El 2025 fue un año duro, sí. Un año donde vimos lo peor de la condición humana dentro del mismo movimiento de la “Cuarta Transformación”. Senadores, Diputados, Gobernadores y Alcaldes, embriagados de soberbia, pensaron que la banda presidencial era un adorno. Le hicieron el vacío, le hicieron desplantes y groserías. Actuaron como niños malcriados que creían que papá seguía cuidándolos desde Palenque, Chiapas. Creyeron que Claudia era solo la encargada del despacho, mientras ellos seguían obedeciendo a fantasmas del pasado.
La Trampa del Tiempo: Dejarlos Ser para Dejarlos Caer.
La Doctora Sheinbaum hizo algo brillante: no los detuvo. Dejó que el desorden heredado corriera. Dejó que Adán Augusto López y su séquito en el Senado mostraran sus verdaderas intenciones. Dejó que los gobernadores sintieran que podían mandar más que ella. Fue una jugada psicológica maestra: les dio cuerda suficiente para que ellos mismos se ahorcaran con su propia ambición.

Mientras ellos festejaban su “autonomía” y denostaban las decisiones de Palacio Nacional, la Presidenta estaba calibrando la guillotina política. Observó quién era leal al proyecto y quién era leal a su propia cartera o ego. Aguantó las majaderías con la frialdad de una científica, sabiendo que el momento de la reacción llegaría. Y ese momento es HOY.
El Manotazo en la Mesa: Se Acabó la Fiesta.
Este 2026 ha amanecido con un nuevo sol y una nueva regla: Aquí manda la Presidenta. El primer manotazo en la mesa de Palacio Nacional ha retumbado en todo el país. Claudia Sheinbaum ha dejado claro que el pasado se quedó en Palenque, y que el presente y el futuro tienen nombre de mujer.

El mensaje fue brutal y directo. El caso de Adán Augusto López es el ejemplo más claro. El Senador tabasqueño, que se sentía el “vicepresidente” de facto y que tantas veces desafió la autoridad presidencial con su arrogancia, hoy ha tenido que dar un paso atrás.
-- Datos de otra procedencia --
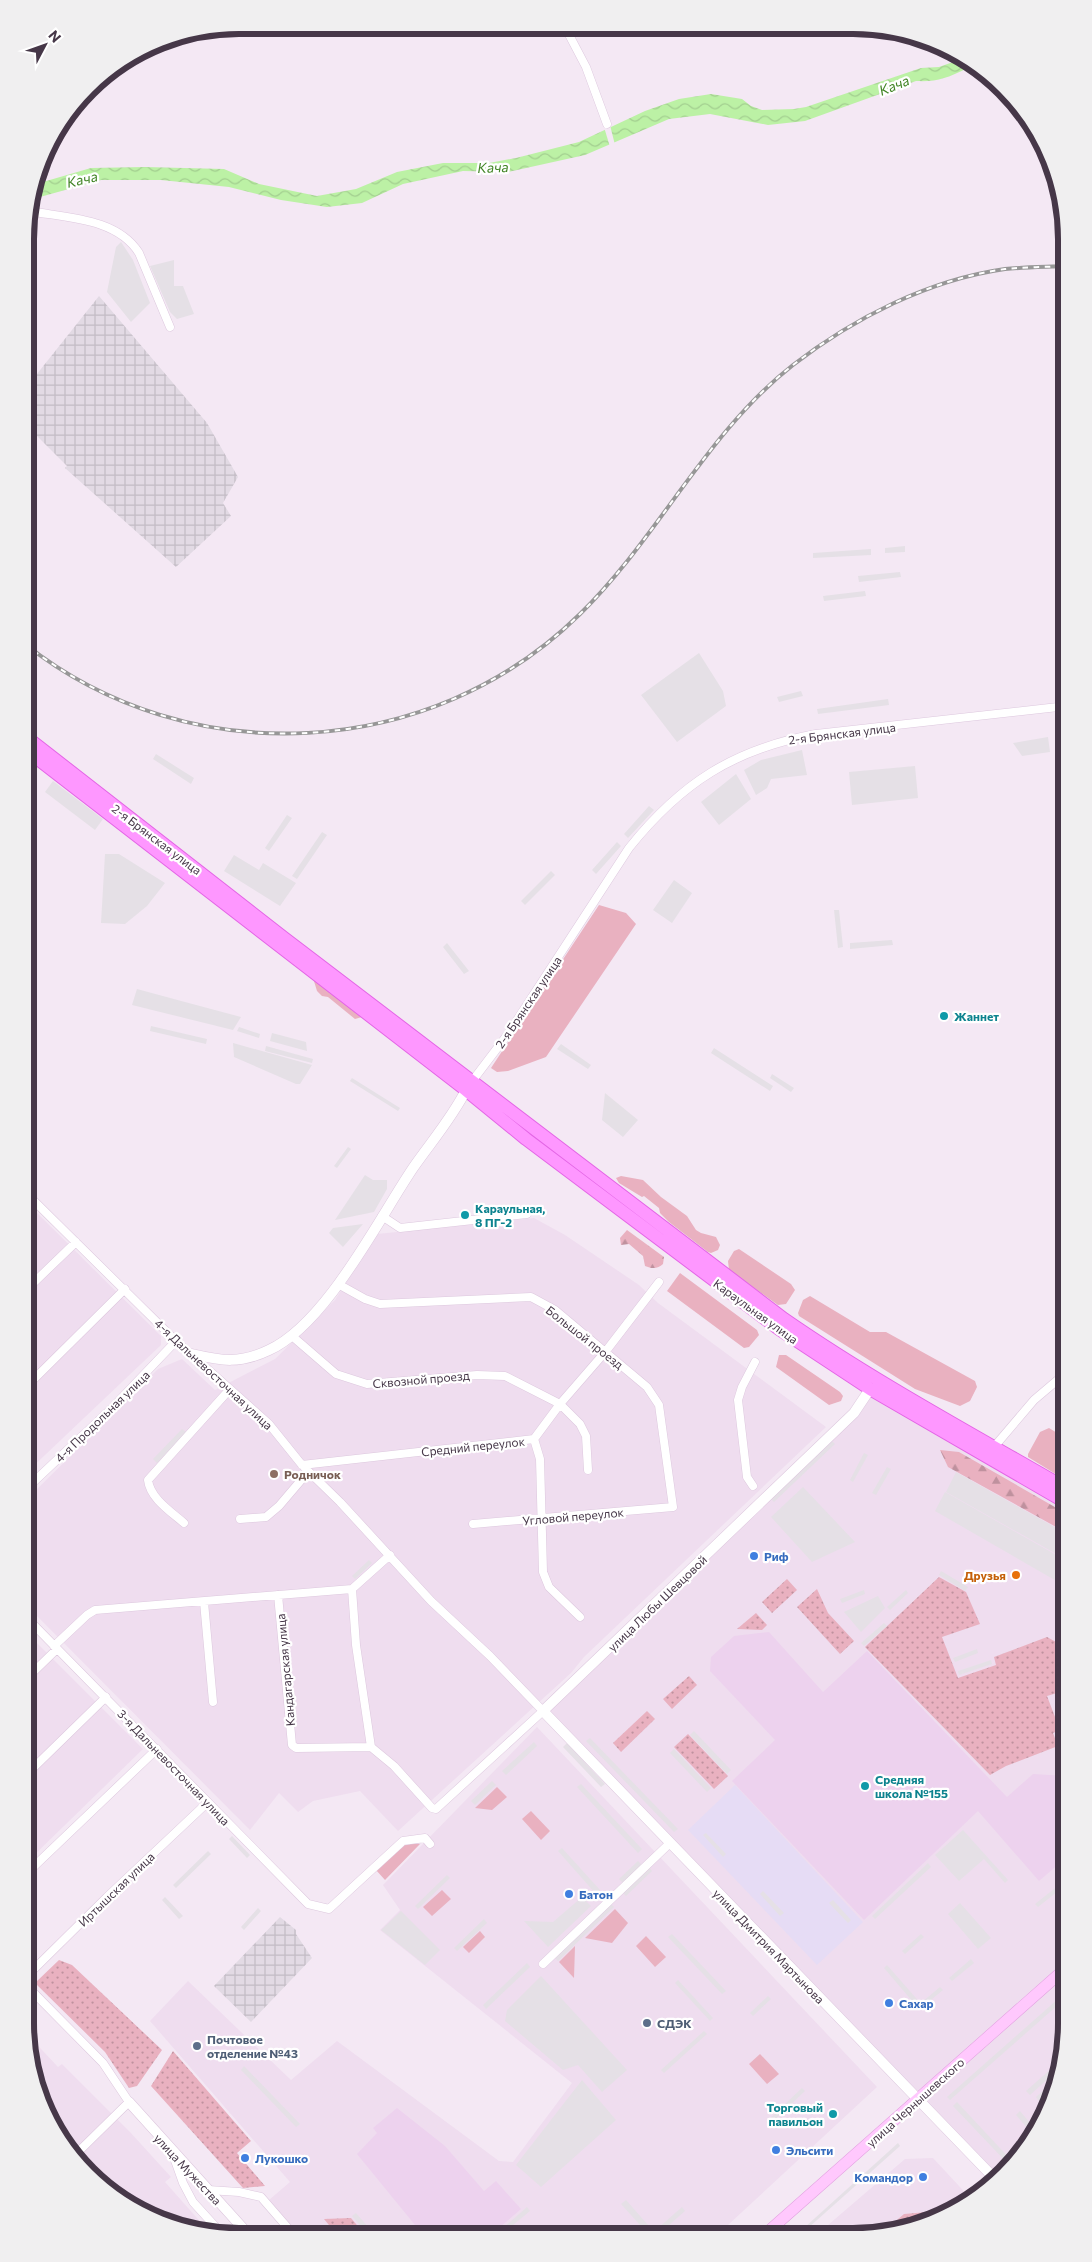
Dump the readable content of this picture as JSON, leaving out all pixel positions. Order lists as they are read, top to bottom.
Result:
{
  "streets": {
    "main road": ["2-я Брянская улица", "Караульная улица", "улица Чернышевского"],
    "street": [
      "Большой проезд",
      "4-я Дальневосточная улица",
      "Сквозной проезд",
      "4-я Продольная улица",
      "Средний переулок",
      "Угловой переулок",
      "улица Любы Шевцовой",
      "Кандагарская улица",
      "3-я Дальневосточная улица",
      "Иртышская улица",
      "улица Дмитрия Мартынова",
      "улица Мужества"
    ]
  },
  "crossings": [
    ["2-я Брянская улица", "Караульная улица"],
    ["Караульная улица", "улица Любы Шевцовой"],
    ["Большой проезд", "Средний переулок"],
    ["Большой проезд", "Угловой переулок"],
    ["4-я Дальневосточная улица", "4-я Продольная улица"],
    ["4-я Дальневосточная улица", "Средний переулок"],
    ["4-я Дальневосточная улица", "улица Любы Шевцовой"],
    ["4-я Дальневосточная улица", "улица Дмитрия Мартынова"],
    ["Сквозной проезд", "Средний переулок"],
    ["улица Любы Шевцовой", "Кандагарская улица"],
    ["улица Любы Шевцовой", "улица Дмитрия Мартынова"],
    ["3-я Дальневосточная улица", "Иртышская улица"],
    ["улица Дмитрия Мартынова", "улица Чернышевского"]
  ],
  "water": ["Кача"],
  "places": [
    "Жаннет",
    "Караульная, 8 ПГ-2",
    "Родничок",
    "Риф",
    "Друзья",
    "Средняя школа №155",
    "Батон",
    "Сахар",
    "СДЭК",
    "Почтовое отделение №43",
    "Торговый павильон",
    "Эльсити",
    "Лукошко",
    "Командор"
  ],
  "north": "top right"
}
Su poder absoluto se esfumó. La Presidenta movió una sola ficha y lo convirtió en lo que siempre debió ser: un simple senador más. Se le acabó el juego, se le acabó la protección y se le acabó el tiempo.
La Limpieza Profunda ha Comenzado.
Para los estudiosos de la política, la señal es inequívoca: la limpieza ha comenzado. Claudia Sheinbaum está tomando el control total del tablero. Ya no le importa hacer a un lado a sus correligionarios; si estorban, se van. Si no están en sintonía con su forma de gobernar, se van. Se acabaron las cuotas de poder, se acabaron los “intocables” y se acabaron los chantajes de las tribus de MORENA.

Hoy, la Presidenta viene con una fuerza renovada, no porque se la den los políticos, sino porque se la da el pueblo de México. La gente, que es sabia, la respalda a ella, no a los grillos del partido. Claudia Sheinbaum empieza a quitarse las “lacras” que frenaron su primer año.

A quienes le metieron el pie, a quienes la despreciaron y a quienes pensaron que podían manipularla: prepárense. La Doctora ya tiene el bisturí en la mano y va a extirpar todo lo que no sirva. La Presidenta está sola en la cima, sí, pero es ahí donde mejor se gobierna cuando se tiene el coraje de hacer lo correcto. ¡Cuidado, traidores, porque la Jefa ya despertó!